Start of DATA TO PROCESS

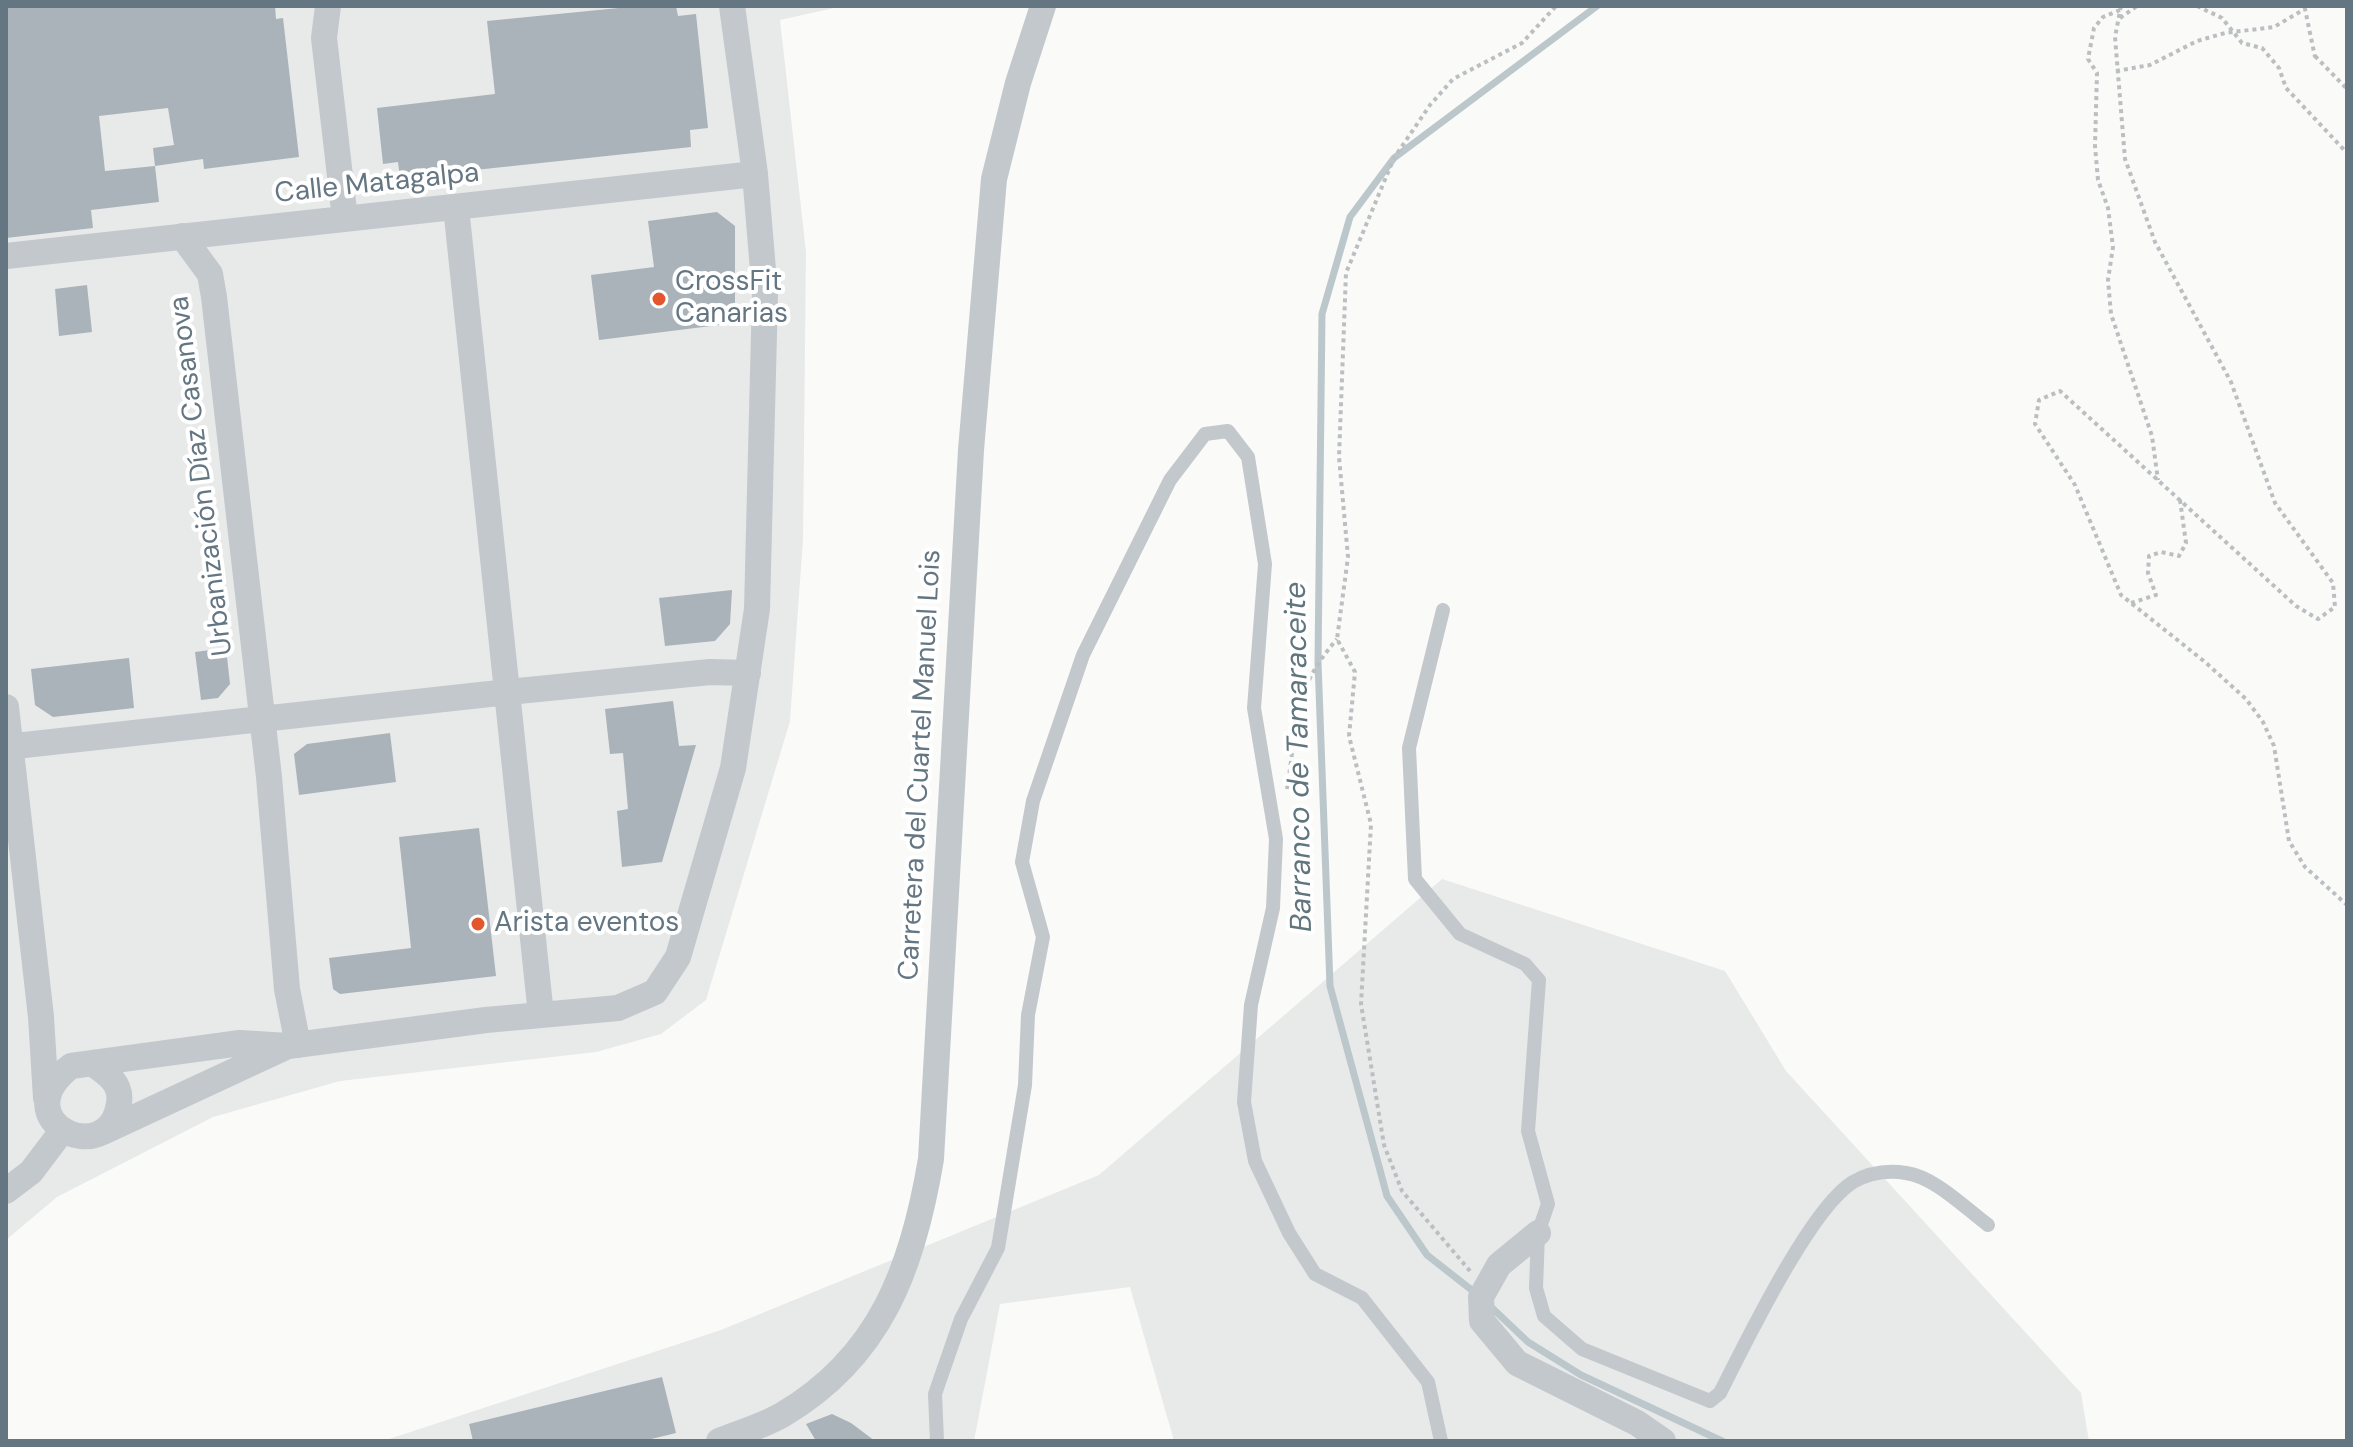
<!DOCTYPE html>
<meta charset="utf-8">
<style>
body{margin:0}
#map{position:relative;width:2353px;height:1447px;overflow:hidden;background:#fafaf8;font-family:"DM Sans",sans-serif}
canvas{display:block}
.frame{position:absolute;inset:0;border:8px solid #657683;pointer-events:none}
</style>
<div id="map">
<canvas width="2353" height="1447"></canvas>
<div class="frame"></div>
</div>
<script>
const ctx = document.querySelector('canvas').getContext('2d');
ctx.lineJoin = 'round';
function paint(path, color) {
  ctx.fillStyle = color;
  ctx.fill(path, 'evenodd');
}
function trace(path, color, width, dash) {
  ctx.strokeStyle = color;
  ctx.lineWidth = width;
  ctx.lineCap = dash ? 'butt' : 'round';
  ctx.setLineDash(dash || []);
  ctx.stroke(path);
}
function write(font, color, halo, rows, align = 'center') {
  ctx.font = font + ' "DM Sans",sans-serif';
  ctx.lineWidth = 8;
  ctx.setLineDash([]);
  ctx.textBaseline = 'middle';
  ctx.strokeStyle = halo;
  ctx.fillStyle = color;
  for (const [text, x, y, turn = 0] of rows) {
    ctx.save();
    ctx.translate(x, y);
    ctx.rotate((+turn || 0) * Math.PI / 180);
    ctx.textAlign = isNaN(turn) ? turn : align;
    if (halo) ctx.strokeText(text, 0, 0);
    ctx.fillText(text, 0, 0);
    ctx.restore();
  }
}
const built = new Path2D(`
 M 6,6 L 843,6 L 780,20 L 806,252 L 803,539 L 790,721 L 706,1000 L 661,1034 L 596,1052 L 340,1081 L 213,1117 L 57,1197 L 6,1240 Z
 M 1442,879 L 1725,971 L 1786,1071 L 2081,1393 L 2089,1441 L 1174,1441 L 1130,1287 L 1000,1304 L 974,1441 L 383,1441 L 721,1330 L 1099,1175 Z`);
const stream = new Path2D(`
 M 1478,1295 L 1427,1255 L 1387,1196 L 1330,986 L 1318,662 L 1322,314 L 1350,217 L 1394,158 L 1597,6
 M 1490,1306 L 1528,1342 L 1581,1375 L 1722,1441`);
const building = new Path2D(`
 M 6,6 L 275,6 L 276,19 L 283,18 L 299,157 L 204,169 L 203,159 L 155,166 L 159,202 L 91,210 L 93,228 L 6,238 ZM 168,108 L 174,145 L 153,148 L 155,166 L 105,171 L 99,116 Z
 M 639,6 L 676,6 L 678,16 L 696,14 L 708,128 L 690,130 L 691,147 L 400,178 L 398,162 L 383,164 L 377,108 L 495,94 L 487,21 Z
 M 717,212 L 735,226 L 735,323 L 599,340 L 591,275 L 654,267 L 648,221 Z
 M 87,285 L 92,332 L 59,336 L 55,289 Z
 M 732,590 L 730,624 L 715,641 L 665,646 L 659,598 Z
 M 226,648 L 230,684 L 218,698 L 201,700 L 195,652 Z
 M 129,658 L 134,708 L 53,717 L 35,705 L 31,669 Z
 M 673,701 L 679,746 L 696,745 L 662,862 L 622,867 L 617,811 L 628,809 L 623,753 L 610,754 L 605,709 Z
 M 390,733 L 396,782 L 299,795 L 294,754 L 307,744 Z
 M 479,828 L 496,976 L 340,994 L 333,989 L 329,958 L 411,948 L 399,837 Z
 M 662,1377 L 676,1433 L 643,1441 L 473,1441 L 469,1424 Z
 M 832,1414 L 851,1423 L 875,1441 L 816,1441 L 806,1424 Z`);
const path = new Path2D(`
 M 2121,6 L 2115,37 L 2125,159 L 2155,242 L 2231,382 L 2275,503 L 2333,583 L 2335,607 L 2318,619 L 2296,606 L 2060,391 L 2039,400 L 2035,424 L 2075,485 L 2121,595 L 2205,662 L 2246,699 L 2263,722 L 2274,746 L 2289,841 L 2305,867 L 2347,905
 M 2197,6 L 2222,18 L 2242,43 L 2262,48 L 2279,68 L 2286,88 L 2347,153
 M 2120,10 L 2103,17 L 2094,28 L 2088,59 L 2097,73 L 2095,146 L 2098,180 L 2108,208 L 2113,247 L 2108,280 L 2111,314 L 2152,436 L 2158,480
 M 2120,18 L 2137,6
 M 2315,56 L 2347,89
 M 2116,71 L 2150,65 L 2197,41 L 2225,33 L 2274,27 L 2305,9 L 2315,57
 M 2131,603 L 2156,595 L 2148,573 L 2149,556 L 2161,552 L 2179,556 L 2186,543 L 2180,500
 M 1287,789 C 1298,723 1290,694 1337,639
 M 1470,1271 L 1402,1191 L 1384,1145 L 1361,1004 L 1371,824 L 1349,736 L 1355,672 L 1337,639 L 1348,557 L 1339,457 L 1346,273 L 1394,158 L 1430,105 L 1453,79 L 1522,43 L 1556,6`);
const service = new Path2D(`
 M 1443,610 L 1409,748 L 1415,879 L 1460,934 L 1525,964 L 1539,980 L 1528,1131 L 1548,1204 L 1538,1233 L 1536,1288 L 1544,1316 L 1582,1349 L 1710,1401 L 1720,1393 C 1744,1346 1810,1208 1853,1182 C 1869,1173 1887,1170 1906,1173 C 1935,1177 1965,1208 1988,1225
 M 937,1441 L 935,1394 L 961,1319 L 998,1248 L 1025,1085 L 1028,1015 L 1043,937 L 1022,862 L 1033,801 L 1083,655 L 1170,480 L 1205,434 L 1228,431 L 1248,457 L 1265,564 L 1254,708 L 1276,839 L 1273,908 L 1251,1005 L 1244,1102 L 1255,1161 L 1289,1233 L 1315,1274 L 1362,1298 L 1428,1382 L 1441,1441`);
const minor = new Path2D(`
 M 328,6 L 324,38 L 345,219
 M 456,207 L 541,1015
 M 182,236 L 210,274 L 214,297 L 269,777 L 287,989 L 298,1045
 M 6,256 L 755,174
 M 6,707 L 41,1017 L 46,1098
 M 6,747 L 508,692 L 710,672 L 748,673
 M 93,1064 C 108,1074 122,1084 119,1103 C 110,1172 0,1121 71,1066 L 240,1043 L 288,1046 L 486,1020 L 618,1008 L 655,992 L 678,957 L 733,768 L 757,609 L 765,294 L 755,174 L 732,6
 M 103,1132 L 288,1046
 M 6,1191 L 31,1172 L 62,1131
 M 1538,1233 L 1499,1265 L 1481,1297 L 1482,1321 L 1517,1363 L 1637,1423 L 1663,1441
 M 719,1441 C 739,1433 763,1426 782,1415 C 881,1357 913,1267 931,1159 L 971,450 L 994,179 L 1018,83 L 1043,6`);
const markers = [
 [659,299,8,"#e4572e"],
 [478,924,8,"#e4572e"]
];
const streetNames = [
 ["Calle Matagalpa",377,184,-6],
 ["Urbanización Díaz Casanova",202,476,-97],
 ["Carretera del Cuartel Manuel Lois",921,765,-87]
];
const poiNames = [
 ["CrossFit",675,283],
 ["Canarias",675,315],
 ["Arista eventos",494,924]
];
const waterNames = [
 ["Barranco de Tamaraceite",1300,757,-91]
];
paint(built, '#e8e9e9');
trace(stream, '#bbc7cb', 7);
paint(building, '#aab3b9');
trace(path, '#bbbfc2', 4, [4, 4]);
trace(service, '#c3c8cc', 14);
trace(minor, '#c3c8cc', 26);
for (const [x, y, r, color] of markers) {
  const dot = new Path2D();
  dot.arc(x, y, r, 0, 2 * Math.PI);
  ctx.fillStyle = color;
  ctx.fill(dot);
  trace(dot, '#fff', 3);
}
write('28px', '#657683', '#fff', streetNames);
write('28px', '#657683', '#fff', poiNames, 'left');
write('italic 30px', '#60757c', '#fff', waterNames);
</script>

End of DATA TO PROCESS

After locating the line holding "for (const [x, y, r, color]" above, output exactly that line and every line after it through the line holding "trace(dot, '#fff', 3);". Include nothing else.

for (const [x, y, r, color] of markers) {
  const dot = new Path2D();
  dot.arc(x, y, r, 0, 2 * Math.PI);
  ctx.fillStyle = color;
  ctx.fill(dot);
  trace(dot, '#fff', 3);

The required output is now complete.